Travis Mandel, an assistant professor and expert in artificial intelligence, will use the $549,790 five-year award to develop new artificial intelligence techniques which involve humans “in the loop” to address problems of great local importance. The project will leverage the investigation to drive increased interest in science and technology among community members and local undergraduate students.
The funding, which commenced March 1, 2020, with the first installment of $104,876, will also help UH Hilo’s growing expertise in the field of data science and be of key importance to the emerging data science program at the university.
The grant, a Faculty Early Career Development Program (CAREER) award, is the NSF’s most prestigious award, offered in support of junior faculty and given to those who are likely to become role models and leaders in research and education. It further supports Mandel’s investigations into how AI and machine learning systems can collaborate with humans to solve real-world problems too challenging for either to address alone.
“The goal of this project is to create new algorithms and interaction paradigms that enable humans and artificial intelligence systems to work together, leveraging each other’s strengths to collect better data,” Mandel explains.
The research will focus on accelerating scientific data collection through human-in-the-loop AI. This cross-disciplinary work aims to transform the process of scientific data collection across a wide variety of scientific fields, including psychology, marine science, and ecology, allowing scientists to work on more scientific discoveries while spending less time, effort, and funding collecting data.
The project has two technical aims. In the first, Mandel will seek to understand how to build AI systems for data collection that are well-aligned with the work of human scientists. In the second, the investigator will seek to understand how to design AI systems that efficiently direct human effort in real-time to optimize data collection.
“I’m particularly excited about the opportunities this grant will provide for our talented and hardworking undergraduate students to get involved in cutting-edge computer science and data science research,” Mandel said. “The project also includes components that integrate research and education, such as building new data science curriculum and developing interactive video game exhibits at the [UH Hilo] ‘Imiloa Astronomy Center and the Hawaii Science and Technology Museum.”
About Travis Mandel
Mandel’s main goal at UH Hilo is to help lead the development of the new data science program at the university. This includes creating new curriculum, teaching new classes, and forging interdepartmental connections. He was hired through the UH Experimental Program to Stimulate Competitive Research (EPSCoR) project ‘Ike Wai, a statewide study into Hawaii’s water resources. The program includes a substantial research component, and Mandel has been involved in mentoring data science research students during the school year as well as co-leading the UH Hilo EPSCoR undergraduate summer bridge research program. He also assists other scientific researchers (both inside and outside of the ‘Ike Wai project) to better apply machine learning and artificial intelligence to their research problems.
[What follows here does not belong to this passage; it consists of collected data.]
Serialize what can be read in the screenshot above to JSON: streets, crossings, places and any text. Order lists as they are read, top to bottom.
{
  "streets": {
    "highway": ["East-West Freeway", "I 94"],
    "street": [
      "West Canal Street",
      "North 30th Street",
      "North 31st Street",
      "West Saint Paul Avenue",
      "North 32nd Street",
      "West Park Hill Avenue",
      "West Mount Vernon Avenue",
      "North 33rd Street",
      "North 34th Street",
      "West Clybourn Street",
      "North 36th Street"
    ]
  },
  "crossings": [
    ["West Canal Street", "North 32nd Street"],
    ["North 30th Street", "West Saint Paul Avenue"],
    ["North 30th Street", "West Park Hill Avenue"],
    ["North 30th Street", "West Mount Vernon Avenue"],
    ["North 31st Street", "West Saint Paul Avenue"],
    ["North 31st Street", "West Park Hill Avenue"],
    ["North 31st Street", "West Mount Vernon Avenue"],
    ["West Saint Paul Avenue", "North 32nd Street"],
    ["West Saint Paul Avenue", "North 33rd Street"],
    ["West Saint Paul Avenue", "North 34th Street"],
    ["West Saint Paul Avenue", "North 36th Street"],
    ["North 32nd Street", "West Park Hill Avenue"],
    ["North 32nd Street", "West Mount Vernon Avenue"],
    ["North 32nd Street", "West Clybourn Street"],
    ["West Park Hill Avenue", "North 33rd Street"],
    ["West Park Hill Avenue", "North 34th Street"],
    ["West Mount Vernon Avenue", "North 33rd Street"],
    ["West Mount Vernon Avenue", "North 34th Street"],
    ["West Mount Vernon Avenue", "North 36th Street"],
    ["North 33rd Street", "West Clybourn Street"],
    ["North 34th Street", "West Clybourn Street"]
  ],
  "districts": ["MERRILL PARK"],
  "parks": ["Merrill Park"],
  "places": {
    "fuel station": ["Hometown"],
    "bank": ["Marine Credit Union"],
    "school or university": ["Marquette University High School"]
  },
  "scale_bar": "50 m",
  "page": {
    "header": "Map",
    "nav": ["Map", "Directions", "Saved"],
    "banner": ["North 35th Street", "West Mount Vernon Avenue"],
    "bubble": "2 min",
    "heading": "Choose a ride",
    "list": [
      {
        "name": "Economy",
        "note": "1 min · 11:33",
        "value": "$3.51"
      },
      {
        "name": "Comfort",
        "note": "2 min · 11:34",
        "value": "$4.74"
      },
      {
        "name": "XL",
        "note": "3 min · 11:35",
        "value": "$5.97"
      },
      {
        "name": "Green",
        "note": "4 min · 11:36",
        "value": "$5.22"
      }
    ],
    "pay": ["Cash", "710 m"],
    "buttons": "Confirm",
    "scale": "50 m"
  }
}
Mandel received his bachelor of science in computer science from Carnegie Mellon University, and his master of science and doctor of philosophy from the University of Washington. His research interests lie in the realm of artificial intelligence and machine learning. Specifically, he is interested in how data-driven AI systems can work closely together with humans to help them better achieve their goals. Throughout his research he has developed new reinforcement learning systems that automatically optimize the design of educational games, and has deployed these systems to thousands of students.